Could you count the lines in the entries beneath that hold the word "Math"? Respond with the number alone.

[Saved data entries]

'''

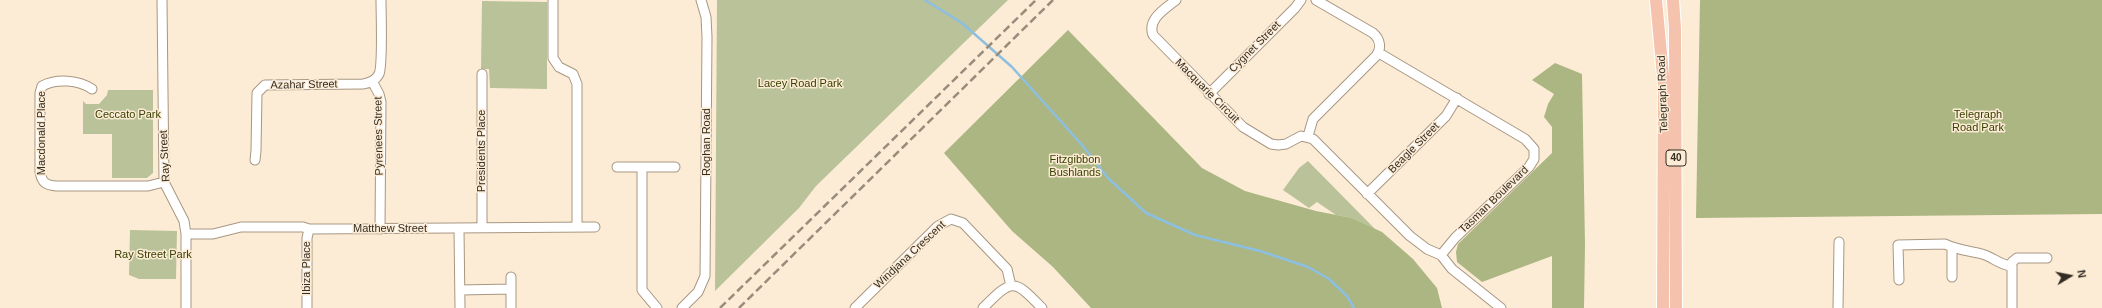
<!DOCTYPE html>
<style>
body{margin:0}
#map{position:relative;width:2102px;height:308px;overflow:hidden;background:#fdecd5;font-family:Arial,sans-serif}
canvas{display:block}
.north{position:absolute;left:2050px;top:256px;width:40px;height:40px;-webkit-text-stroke:3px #fdecd5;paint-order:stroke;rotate:80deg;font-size:11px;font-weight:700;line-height:16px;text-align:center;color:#332d24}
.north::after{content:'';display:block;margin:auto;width:14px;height:18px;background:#332d24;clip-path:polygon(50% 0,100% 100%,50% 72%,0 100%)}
</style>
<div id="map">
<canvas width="2102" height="308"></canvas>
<div class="north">N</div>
</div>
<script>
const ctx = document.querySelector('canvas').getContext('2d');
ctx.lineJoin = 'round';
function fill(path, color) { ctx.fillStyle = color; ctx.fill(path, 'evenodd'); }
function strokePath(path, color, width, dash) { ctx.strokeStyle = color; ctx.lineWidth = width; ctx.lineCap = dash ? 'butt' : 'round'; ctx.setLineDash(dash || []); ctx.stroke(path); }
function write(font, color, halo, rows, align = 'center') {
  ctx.font = font + ' Arial,sans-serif'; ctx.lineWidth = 3; ctx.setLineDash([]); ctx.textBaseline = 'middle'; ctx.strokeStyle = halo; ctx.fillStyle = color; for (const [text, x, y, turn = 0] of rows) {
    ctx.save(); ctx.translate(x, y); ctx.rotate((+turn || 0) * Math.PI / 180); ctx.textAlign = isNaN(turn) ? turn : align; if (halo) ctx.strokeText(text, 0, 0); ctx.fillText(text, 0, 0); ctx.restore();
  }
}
fill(new Path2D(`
 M717,0H1008L816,186L799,208L715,291Z
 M482,1L547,2V89L490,88L489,69H481Z
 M108,90H153V173L147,178H112V134H83V101L86,104H99L107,95Z
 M1308,161L1375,229L1352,218L1336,215L1317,202L1309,208L1283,190L1299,168Z
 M130,230L177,231L176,279H139L129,275Z`), '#b9c299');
fill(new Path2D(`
 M1700,0H2102V214L1696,218Z
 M1068,30L1202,168L1245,191L1316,211L1352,218L1382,232L1413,259L1437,288L1442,308H1091L1053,267L1012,231L944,153Z
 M1555,63L1582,74L1585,245L1584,308H1552V256L1482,282L1457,262L1456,252L1458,244L1552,153V127L1544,117L1548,104L1554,94L1532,80Z`), '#abb682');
strokePath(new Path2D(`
 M925,0L962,23L1012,67L1082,145L1108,178L1146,213L1195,235L1260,251L1308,267L1329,279L1347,296L1354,308`), '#8dbfe0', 2.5);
const minor = new Path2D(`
 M162,0L164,182L184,221L186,234V308
 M553,0V58L559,67L573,74L577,84V227
 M1176,0C1165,9 1147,19 1153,35L1243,127L1271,144L1278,145L1286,144L1301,136L1313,139L1410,236L1427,249L1441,255
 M1379,53L1525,139L1534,149V159L1529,167L1455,238L1441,255L1452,269L1501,308
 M482,74V228
 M372,81L379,94L381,102L380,229
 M92,89C79,80 57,78 42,86L40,93V172C42,183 46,185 56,186H148L164,182
 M1209,94L1295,8L1301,0
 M1308,136L1313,119L1376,56C1382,48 1380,39 1373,33L1316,0
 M255,160L256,151L257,93L265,85L363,84C370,83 376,80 379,74C383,65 381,14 381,0
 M617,167H675
 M642,167V290L657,308
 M1367,194L1446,116L1457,98
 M459,229L460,308
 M186,234H213L241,227H303L309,229L595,227
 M1952,248V277
 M511,277V289
 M1899,280L1898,245L1945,244C1957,250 1970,251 1982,254C1993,257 1998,264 2011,266
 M460,290L511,289V308
 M307,308V238L309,229
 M682,308L698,292L705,276L707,37L706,17L701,0
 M855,308L938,226L951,219L963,223L1007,269L1011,286
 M983,308C1012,279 1013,278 1042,308
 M1838,308L1839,242
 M2012,308V262L2017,258H2047`);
const major = new Path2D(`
 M1656,0L1664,86L1663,308
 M1673,0L1675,28L1676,308`);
strokePath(minor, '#a79782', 11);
strokePath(major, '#fff', 14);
strokePath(minor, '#fff', 9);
strokePath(major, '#f4c2ad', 12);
strokePath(new Path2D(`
 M720,308L1036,0
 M739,308L1053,0`), '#988c7c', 2.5, [8, 4]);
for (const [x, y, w] of [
 [1676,158,20]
]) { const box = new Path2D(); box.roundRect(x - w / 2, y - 8, w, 16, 3); ctx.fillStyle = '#fdecd5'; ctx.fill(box); strokePath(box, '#332d24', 1); }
write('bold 10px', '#332d24', null, [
 ["40",1676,158]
]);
write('11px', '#332d24', '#fdecd5', [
 ["Cygnet Street",1255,47,-45],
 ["Azahar Street",304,85,-1],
 ["Macquarie Circuit",1207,91,45],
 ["Telegraph Road",1663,94,-92],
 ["Macdonald Place",42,133,-90],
 ["Pyrenees Street",379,136,-91],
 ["Roghan Road",707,142,-90],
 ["Beagle Street",1414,148,-45],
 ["Presidents Place",482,151,-90],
 ["Ray Street",165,156,-93],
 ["Tasman Boulevard",1494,200,-44],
 ["Matthew Street",390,229],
 ["Windjana Crescent",910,255,-43],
 ["Ibiza Place",307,268,-90]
]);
write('11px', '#373f00', '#fdecd5', [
 ["Lacey Road Park",800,84],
 ["Ceccato Park",128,115],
 ["Telegraph",1978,115],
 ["Road Park",1978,128],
 ["Fitzgibbon",1075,160],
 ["Bushlands",1075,173],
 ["Ray Street Park",153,255]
]);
</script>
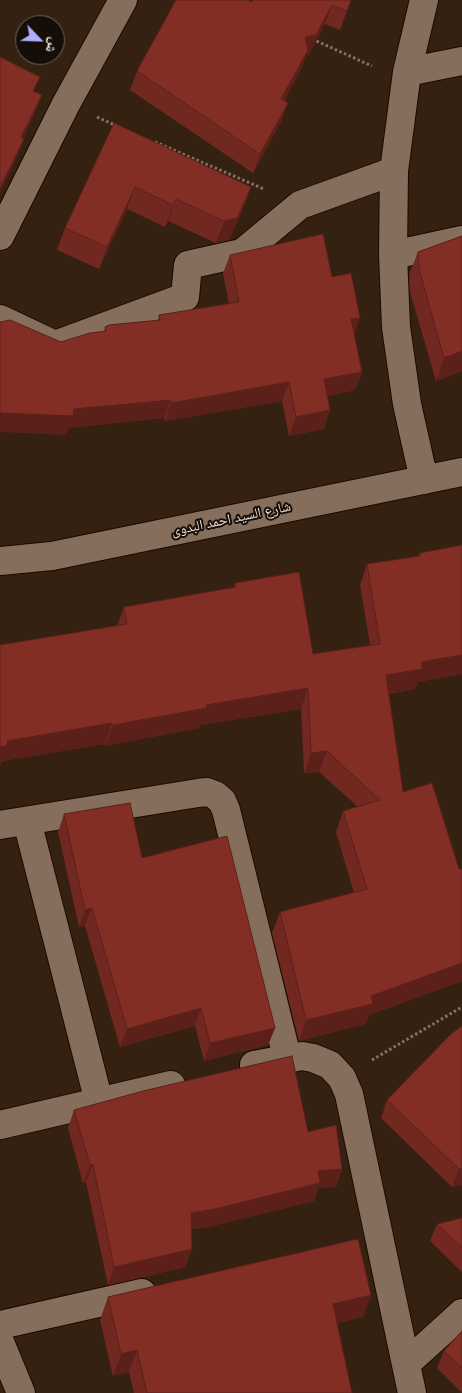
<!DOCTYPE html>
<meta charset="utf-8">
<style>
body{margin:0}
#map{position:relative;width:462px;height:1393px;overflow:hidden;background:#352112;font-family:"PT Sans","Noto Naskh Arabic",sans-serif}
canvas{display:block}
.north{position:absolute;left:15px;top:15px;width:50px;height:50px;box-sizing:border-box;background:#160d07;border:1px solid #6e635b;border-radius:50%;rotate:114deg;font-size:14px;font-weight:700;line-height:20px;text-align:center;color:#f1e3d9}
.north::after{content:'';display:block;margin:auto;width:18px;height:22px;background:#adaffb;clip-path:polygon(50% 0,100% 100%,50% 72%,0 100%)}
</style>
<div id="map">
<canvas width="462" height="1393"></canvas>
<div class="north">ش</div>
</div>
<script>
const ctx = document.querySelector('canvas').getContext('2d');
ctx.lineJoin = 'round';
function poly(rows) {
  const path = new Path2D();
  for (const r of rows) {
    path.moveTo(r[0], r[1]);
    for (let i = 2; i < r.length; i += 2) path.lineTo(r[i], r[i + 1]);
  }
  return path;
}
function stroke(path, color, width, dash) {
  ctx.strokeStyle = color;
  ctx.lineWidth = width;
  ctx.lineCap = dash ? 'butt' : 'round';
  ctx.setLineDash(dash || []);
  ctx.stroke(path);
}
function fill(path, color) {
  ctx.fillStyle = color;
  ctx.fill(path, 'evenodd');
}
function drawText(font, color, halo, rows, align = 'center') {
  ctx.font = font + ' "PT Sans","Noto Naskh Arabic",sans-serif';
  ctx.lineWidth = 4;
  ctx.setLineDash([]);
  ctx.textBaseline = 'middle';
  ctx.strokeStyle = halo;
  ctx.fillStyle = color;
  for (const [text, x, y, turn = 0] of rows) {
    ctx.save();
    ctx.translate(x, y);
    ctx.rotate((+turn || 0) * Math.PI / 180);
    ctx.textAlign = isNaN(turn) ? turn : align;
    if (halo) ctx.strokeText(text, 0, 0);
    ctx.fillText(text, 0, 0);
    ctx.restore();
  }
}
const street = poly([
 [424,0,407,72,394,171,393,255,396,327,407,404,424,480],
 [407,72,462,61],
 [0,236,66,104,123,0],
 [393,255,462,240],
 [0,319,55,345,185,297,188,265,242,253,300,205,394,171],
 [0,561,52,556,462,472],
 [27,821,99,1102],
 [0,825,198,793,207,792,215,795,222,801,226,810,287,1057],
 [254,1065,302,1056,313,1058,330,1065,342,1078,349,1094,412,1393],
 [0,1125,171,1085],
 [0,1325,142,1293],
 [0,1342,21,1393],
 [407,1363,462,1313]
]);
stroke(street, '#1c0a00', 30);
stroke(poly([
 [312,39,372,66],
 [97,117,117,126],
 [155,142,264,189],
 [372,1060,462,1007]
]), '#847265', 3, [2.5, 2.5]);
stroke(street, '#866e5d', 28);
fill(poly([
 [253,0,351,0,340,30,325,24,309,54,306,55,301,69,284,101,281,122,253,173,130,90,137,71,252,2],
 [114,123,251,187,243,209,229,240,216,243,168,221,165,227,127,209,99,269,57,250,65,228],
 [462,236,462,371,436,381,410,292,409,275,418,252],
 [230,255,332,277,360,318,354,334,362,372,355,390,328,396,324,429,289,436,282,401,165,421,164,418,69,428,66,435,61,342,104,332,105,327,158,320,159,315,229,304,223,273],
 [462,545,462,674,418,682,415,689,389,694,403,792,459,869,462,869,462,981,369,1015,365,1024,299,1041,272,933,280,912,354,893,336,832,343,811,358,807,319,772,304,773,301,709,200,725,199,728,105,746,105,744,2,761,0,766,0,645,117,626,124,607,233,588,235,583,313,654,370,645,360,585,367,564,418,556,420,553],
 [64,814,142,858,275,1028,268,1045,204,1061,195,1026,120,1047,85,926,79,927,58,832],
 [462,1026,462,1185,452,1187,381,1118,387,1100],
 [74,1110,308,1132,342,1169,336,1187,318,1188,314,1201,208,1227,192,1229,186,1267,108,1285,86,1182,83,1183,68,1128],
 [462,1218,462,1272,430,1241,437,1224],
 [371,1295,363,1317,337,1323,352,1393,134,1393,129,1372,113,1376,100,1320,108,1297],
 [462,1331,462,1393,437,1368,444,1351]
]), '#712820');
fill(poly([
 [332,5,325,24,309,54,306,55,301,69,274,118,305,37],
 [42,95,34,115,14,157,21,137],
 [288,103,281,122,253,173,260,154],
 [24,139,16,159,0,192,0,187],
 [135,187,127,209,99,269,107,247],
 [251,187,243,209,229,240,216,243,224,221],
 [176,199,168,221,165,227,173,205],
 [360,318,353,336,351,319],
 [462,351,462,371,436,381,444,358],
 [362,372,355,390,317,398,324,379],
 [289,382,282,401,165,421,171,403],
 [171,400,164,418,69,428,66,435,0,432,0,413,74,409],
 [330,410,324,429,289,436,296,417],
 [462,655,462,674,418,682,415,689,379,695,386,675,421,662],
 [308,688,301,709,200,725,199,728,105,746,113,725,206,705],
 [112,723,105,744,2,761,0,766,0,747,7,741],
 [327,751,319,772,304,773,311,753],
 [92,908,85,926,79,927,85,910],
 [462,963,462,981,369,1015,365,1024,299,1041,306,1020],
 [201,1008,195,1026,120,1047,127,1029],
 [275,1028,268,1045,204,1061,210,1043],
 [93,1164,86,1182,83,1183,90,1165],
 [342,1169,336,1187,318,1188,314,1201,208,1227,185,1230,191,1213,318,1171],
 [459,1169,462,1169,462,1185,452,1187],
 [192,1249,186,1267,108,1285,114,1267],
 [371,1295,363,1317,325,1326,333,1304],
 [137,1350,129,1372,113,1376,121,1354]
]), '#5c201a');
const building = poly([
 [176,0,248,0,252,2,253,0,351,0,347,11,332,5,316,35,305,37,308,50,281,99,288,103,260,154,137,71,176,0],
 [0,57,40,77,33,91,42,95,21,137,24,139,0,187,0,57],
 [114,123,251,187,237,218,224,221,176,199,173,205,135,187,107,247,65,228,114,123],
 [323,234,332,277,351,273,360,318,351,319,362,372,324,379,330,410,296,417,289,382,171,403,171,400,74,409,73,416,0,413,0,322,10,320,61,342,90,333,106,331,105,327,109,325,160,320,159,315,239,302,230,255,323,234],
 [462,236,462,351,444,358,419,269,418,252,462,236],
 [462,545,462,655,421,662,423,669,386,675,403,792,432,783,459,869,462,869,462,963,371,996,373,1004,306,1020,280,912,367,889,343,811,380,800,327,751,311,753,308,688,206,705,207,708,113,725,112,723,7,741,7,746,0,747,0,645,127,624,124,607,236,587,235,583,299,572,313,654,380,644,367,564,420,556,420,553,462,545],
 [130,803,142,858,227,836,275,1028,210,1043,201,1008,127,1029,92,908,85,910,64,814,130,803],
 [462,1026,462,1169,459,1169,387,1100,451,1034,462,1026],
 [292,1056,308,1132,336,1125,342,1169,318,1171,320,1183,215,1209,191,1213,192,1249,114,1267,93,1164,90,1165,74,1110,143,1091,292,1056],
 [462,1218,462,1248,437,1224,462,1218],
 [358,1239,371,1295,333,1304,352,1393,147,1393,137,1350,121,1354,108,1297,358,1239],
 [462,1331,462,1368,444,1351,462,1331]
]);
fill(building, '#832e25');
stroke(building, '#5c201a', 1);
drawText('14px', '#f1e3d9', '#160d07', [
 ["شارع السيد احمد البدوى",231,519,-12]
]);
</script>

'''

- **Result for this task**
2